BEGIN DATA FOR THIS TASK
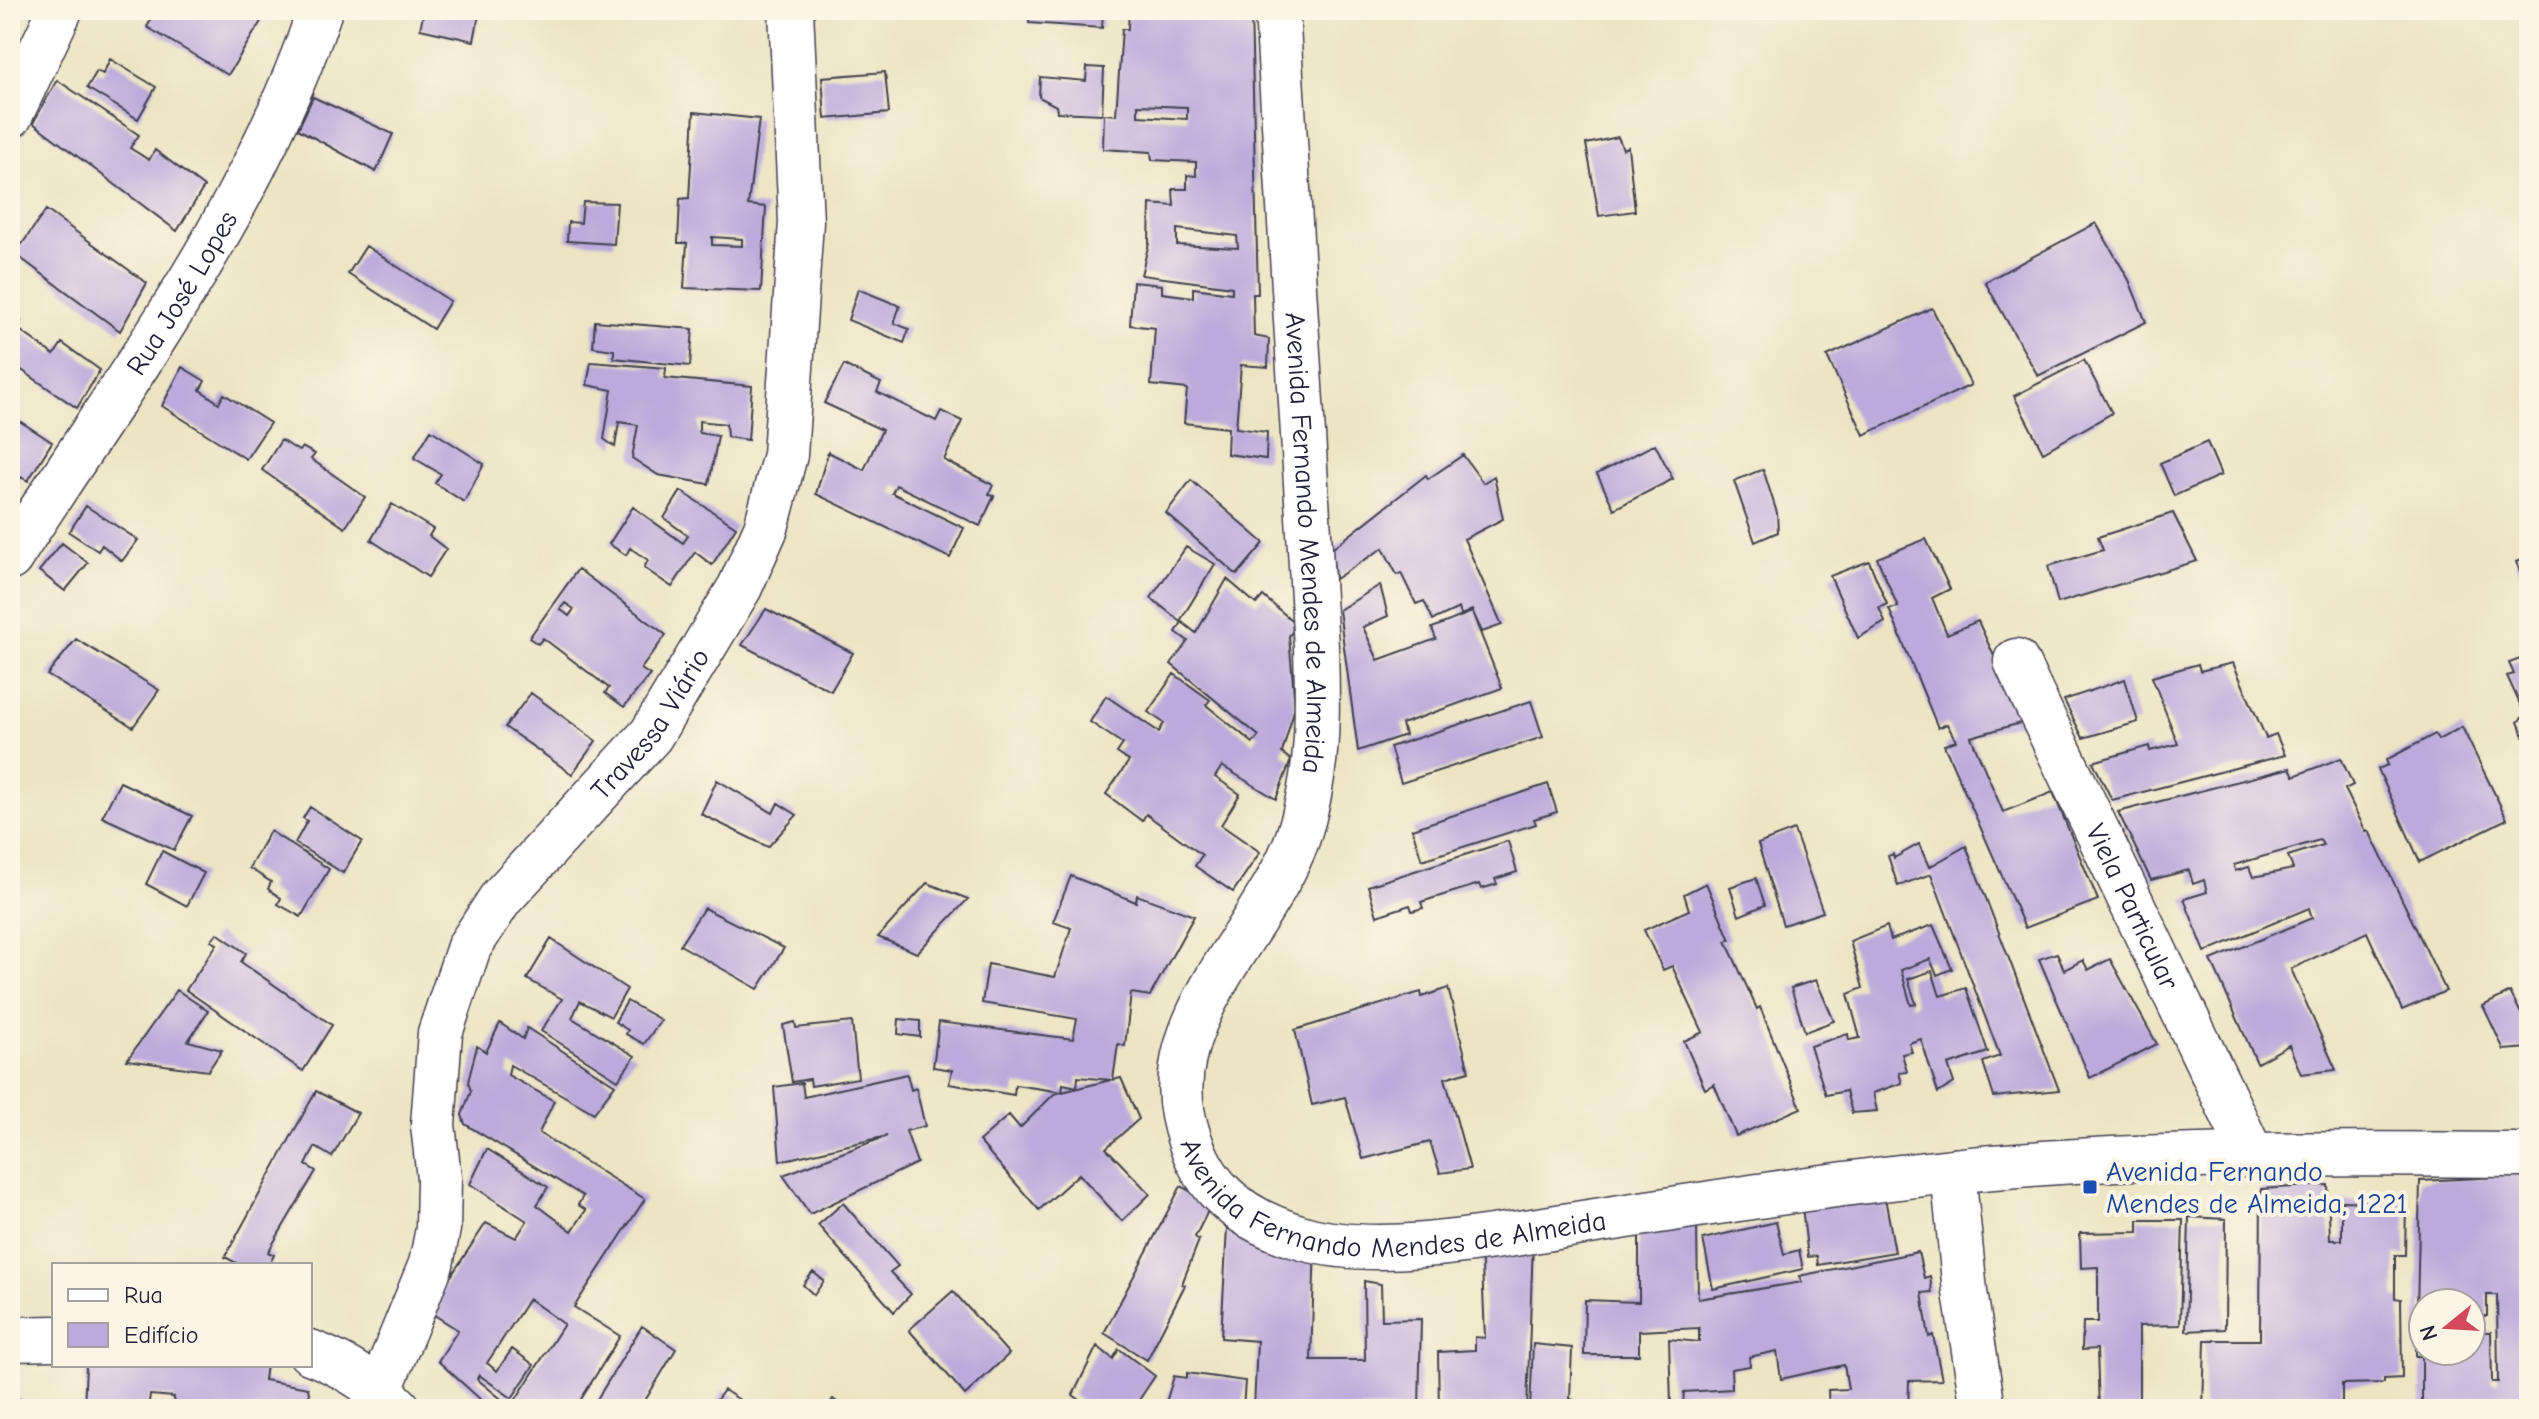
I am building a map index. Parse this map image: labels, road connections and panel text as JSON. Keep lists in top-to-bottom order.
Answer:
{
  "streets": {
    "street": [
      "Rua José Lopes",
      "Avenida Fernando Mendes de Almeida",
      "Travessa Viário",
      "Viela Particular"
    ]
  },
  "crossings": [
    ["Avenida Fernando Mendes de Almeida", "Viela Particular"]
  ],
  "places": {
    "transit": ["Avenida Fernando Mendes de Almeida, 1221"]
  },
  "legend": ["Rua", "Edifício"],
  "north": "left"
}
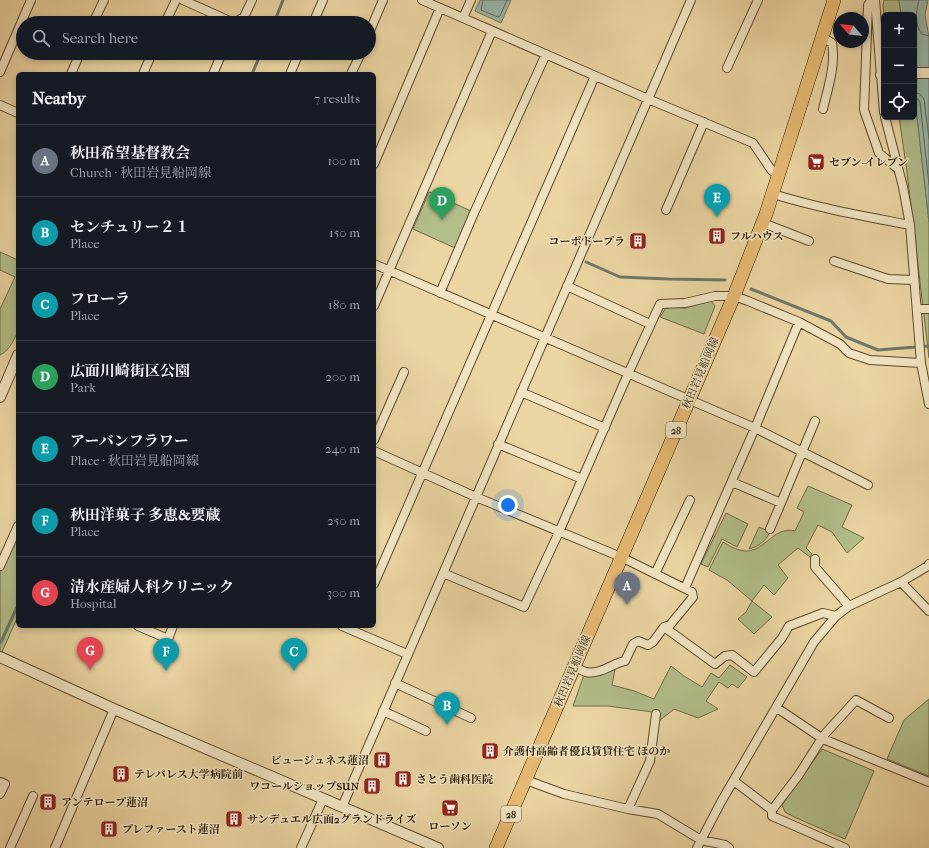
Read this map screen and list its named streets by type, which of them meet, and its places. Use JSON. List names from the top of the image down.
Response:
{
  "streets": {
    "main road": ["秋田岩見船岡線", "28"]
  },
  "places": {
    "supermarket": ["セブン-イレブン", "ローソン"],
    "building": [
      "フルハウス",
      "コーポドープラ",
      "介護付高齢者優良賃貸住宅 ほのか",
      "ビュージュネス蓮沼",
      "テレパレス大学病院前",
      "さとう歯科医院",
      "ワコールショップSUN",
      "アンテロープ蓮沼",
      "サンデュエル広面2グランドライズ",
      "プレファースト蓮沼"
    ]
  },
  "north": "top left",
  "page": {
    "map_buttons": ["+", "−"],
    "search": "Search here",
    "heading": ["Nearby", "7 results"],
    "list": [
      {
        "mark": "A",
        "name": "秋田希望基督教会",
        "note": "Church · 秋田岩見船岡線",
        "value": "100 m"
      },
      {
        "mark": "B",
        "name": "センチュリー２１",
        "note": "Place",
        "value": "150 m"
      },
      {
        "mark": "C",
        "name": "フローラ",
        "note": "Place",
        "value": "180 m"
      },
      {
        "mark": "D",
        "name": "広面川崎街区公園",
        "note": "Park",
        "value": "200 m"
      },
      {
        "mark": "E",
        "name": "アーバンフラワー",
        "note": "Place · 秋田岩見船岡線",
        "value": "240 m"
      },
      {
        "mark": "F",
        "name": "秋田洋菓子 多恵&要蔵",
        "note": "Place",
        "value": "250 m"
      },
      {
        "mark": "G",
        "name": "清水産婦人科クリニック",
        "note": "Hospital",
        "value": "300 m"
      }
    ],
    "pins": [
      "E",
      "D",
      "A",
      "G",
      "C",
      "F",
      "B"
    ]
  }
}
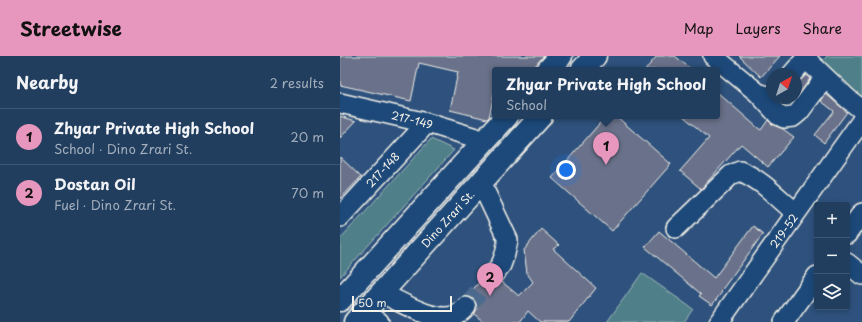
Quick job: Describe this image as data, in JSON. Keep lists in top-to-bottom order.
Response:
{
  "streets": {
    "main road": ["Dino Zrari St."],
    "street": ["217-149", "217-148", "219-52"]
  },
  "crossings": [
    ["217-149", "217-148"]
  ],
  "scale_bar": "50 m",
  "north": "top right",
  "page": {
    "header": "Streetwise",
    "nav": ["Map", "Layers", "Share"],
    "heading": ["Nearby", "2 results"],
    "popup": ["Zhyar Private High School", "School"],
    "list": [
      {
        "mark": "1",
        "name": "Zhyar Private High School",
        "note": "School · Dino Zrari St.",
        "value": "20 m"
      },
      {
        "mark": "2",
        "name": "Dostan Oil",
        "note": "Fuel · Dino Zrari St.",
        "value": "70 m"
      }
    ],
    "pins": ["1", "2"],
    "map_buttons": ["+", "−"],
    "scale": "50 m"
  }
}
END DATA FOR THIS TASK
WHAT YOU ARE ASKED TO DO - In the listing above, find the line with "Read this map" and the line with "Quick job: Describe". Copy exactly those lines and all between them, minus the images.

ANSWER TO THIS TASK -
Read this map screen and list its named streets by type, which of them meet, and its places. Use JSON. List names from the top of the image down.
Response:
{
  "streets": {
    "main road": ["秋田岩見船岡線", "28"]
  },
  "places": {
    "supermarket": ["セブン-イレブン", "ローソン"],
    "building": [
      "フルハウス",
      "コーポドープラ",
      "介護付高齢者優良賃貸住宅 ほのか",
      "ビュージュネス蓮沼",
      "テレパレス大学病院前",
      "さとう歯科医院",
      "ワコールショップSUN",
      "アンテロープ蓮沼",
      "サンデュエル広面2グランドライズ",
      "プレファースト蓮沼"
    ]
  },
  "north": "top left",
  "page": {
    "map_buttons": ["+", "−"],
    "search": "Search here",
    "heading": ["Nearby", "7 results"],
    "list": [
      {
        "mark": "A",
        "name": "秋田希望基督教会",
        "note": "Church · 秋田岩見船岡線",
        "value": "100 m"
      },
      {
        "mark": "B",
        "name": "センチュリー２１",
        "note": "Place",
        "value": "150 m"
      },
      {
        "mark": "C",
        "name": "フローラ",
        "note": "Place",
        "value": "180 m"
      },
      {
        "mark": "D",
        "name": "広面川崎街区公園",
        "note": "Park",
        "value": "200 m"
      },
      {
        "mark": "E",
        "name": "アーバンフラワー",
        "note": "Place · 秋田岩見船岡線",
        "value": "240 m"
      },
      {
        "mark": "F",
        "name": "秋田洋菓子 多恵&要蔵",
        "note": "Place",
        "value": "250 m"
      },
      {
        "mark": "G",
        "name": "清水産婦人科クリニック",
        "note": "Hospital",
        "value": "300 m"
      }
    ],
    "pins": [
      "E",
      "D",
      "A",
      "G",
      "C",
      "F",
      "B"
    ]
  }
}
Quick job: Describe this image as data, in JSON. Keep lists in top-to-bottom order.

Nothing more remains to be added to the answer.